The Chat API Structure
Every modern LLM API -- Claude, OpenAI, Gemini, Ollama -- uses the same three-parameter structure. Once you learn it, you can use any provider:
| Parameter | Type | Purpose | Example |
|---|---|---|---|
system | String | Defines the model's role and behaviour (invisible to end user) | "You are a SOC analyst. Be concise." |
messages | List of dicts | The conversation history: alternating user/assistant turns | [{"role": "user", "content": "Analyse this log..."}] |
max_tokens | Integer | Hard cap on response length (100 tokens ~ 75 words) | 200 |
The system prompt shapes every response. The messages list carries context.

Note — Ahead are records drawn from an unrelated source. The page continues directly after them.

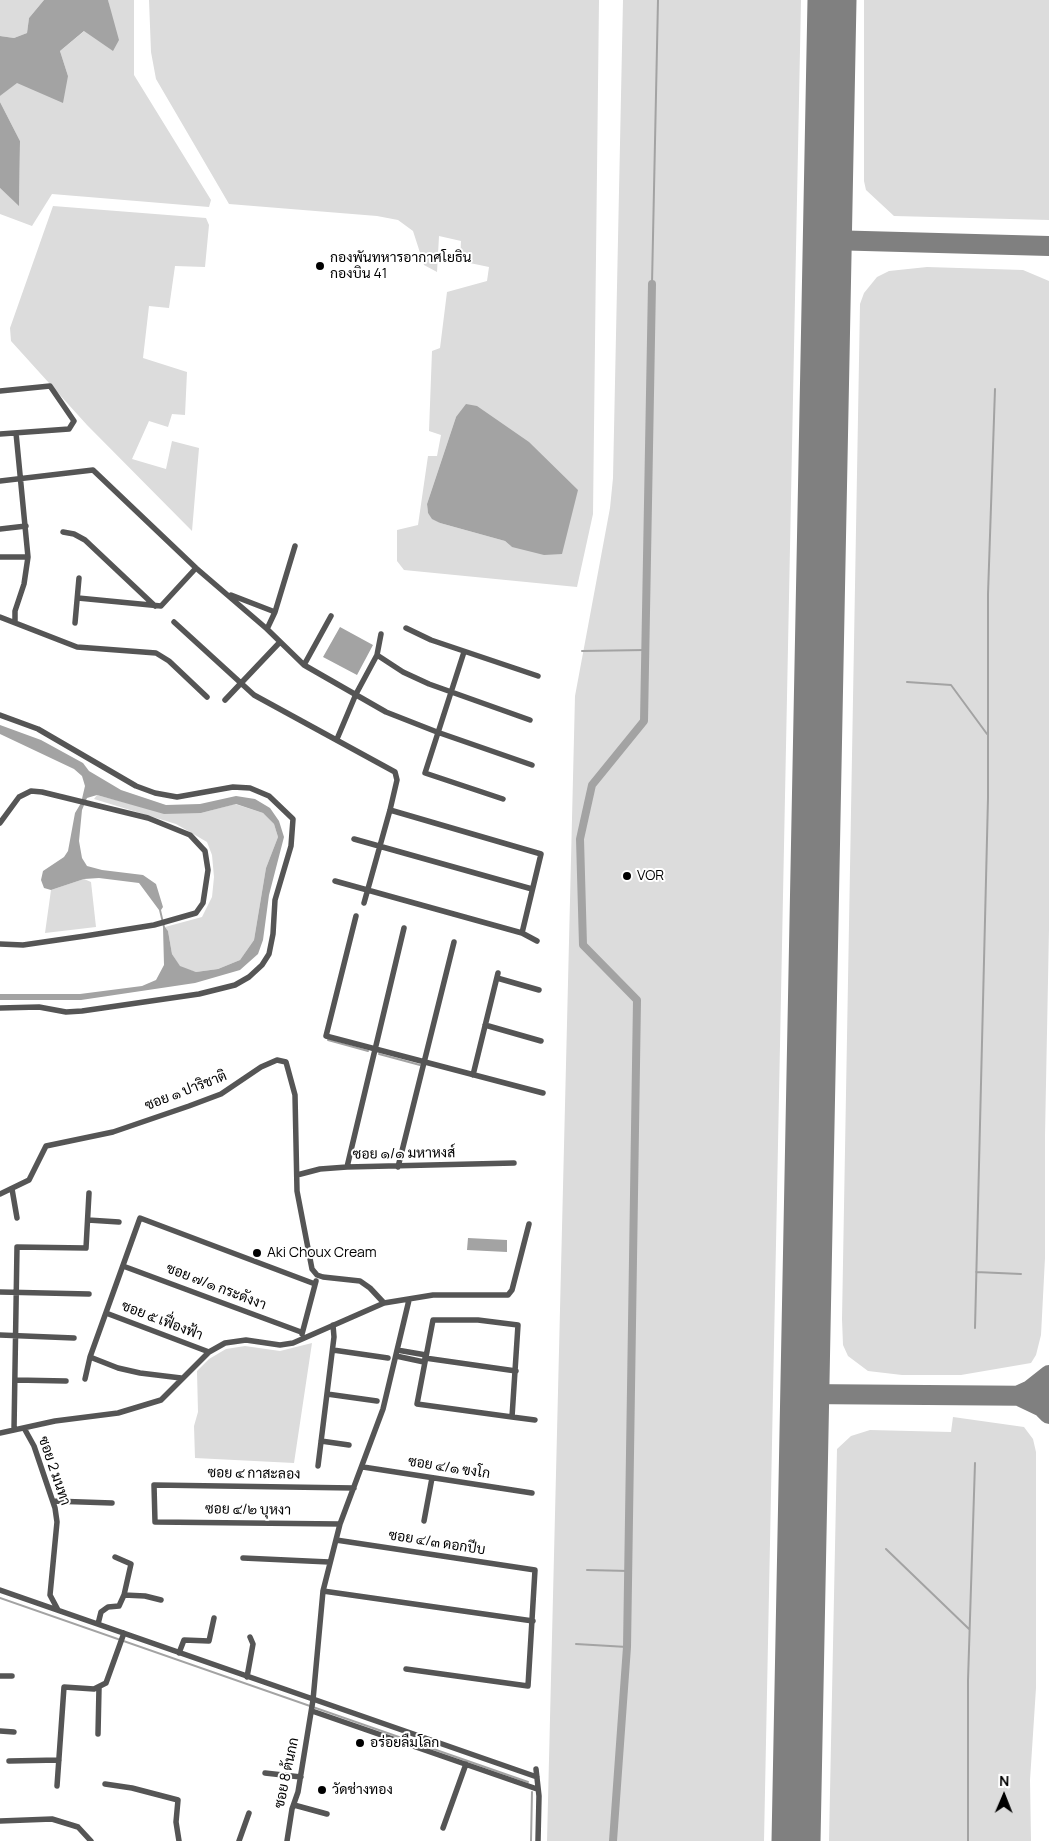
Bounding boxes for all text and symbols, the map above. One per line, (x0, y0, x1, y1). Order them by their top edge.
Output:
place label: กองพันทหารอากาศโยธิน กองบิน 41 (330, 250, 471, 282)
marker: กองพันทหารอากาศโยธิน กองบิน 41 (314, 260, 326, 272)
place label: VOR (637, 868, 664, 884)
marker: VOR (621, 870, 633, 882)
street label: ซอย ๑ ปาริชาติ (143, 1068, 229, 1114)
street label: ซอย ๑/๑ มหาหงส์ (353, 1145, 455, 1163)
place label: Aki Choux Cream (267, 1245, 377, 1261)
marker: Aki Choux Cream (251, 1247, 263, 1259)
street label: ซอย ๗/๑ กระดังงา (164, 1260, 268, 1314)
street label: ซอย ๕ เฟื่องฟ้า (119, 1298, 205, 1344)
street label: ซอย 2 มนทา (34, 1434, 74, 1508)
street label: ซอย ๔/๑ ฃงโก (407, 1453, 491, 1483)
street label: ซอย ๔ กาสะลอง (207, 1465, 301, 1483)
street label: ซอย ๔/๒ บุหงา (205, 1501, 291, 1519)
street label: ซอย ๔/๓ ดอกปีบ (387, 1527, 487, 1559)
place label: อร่อยลืมโลก (370, 1735, 439, 1751)
street label: ซอย 8 ต้นกก (271, 1736, 303, 1810)
marker: อร่อยลืมโลก (354, 1737, 366, 1749)
north arrow (979, 1771, 1029, 1821)
text: N (999, 1771, 1009, 1790)
place label: วัดช่างทอง (332, 1782, 393, 1798)
marker: วัดช่างทอง (316, 1784, 328, 1796)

The max_tokens cap controls cost and latency.
Your First API Call
from llm_client import get_client
provider, client = get_client() # auto-detects your API key
print(f"Using provider: {provider}")
response = client.chat(
system="You are a cybersecurity analyst. Be concise and technical.",
messages=[
{"role": "user", "content": "What is a reverse shell?"}
],
max_tokens=200,
)
print(response)
The llm_client.py helper wraps Claude, OpenAI, Gemini, and Ollama behind a common interface. Set whichever API key you have and the code works identically.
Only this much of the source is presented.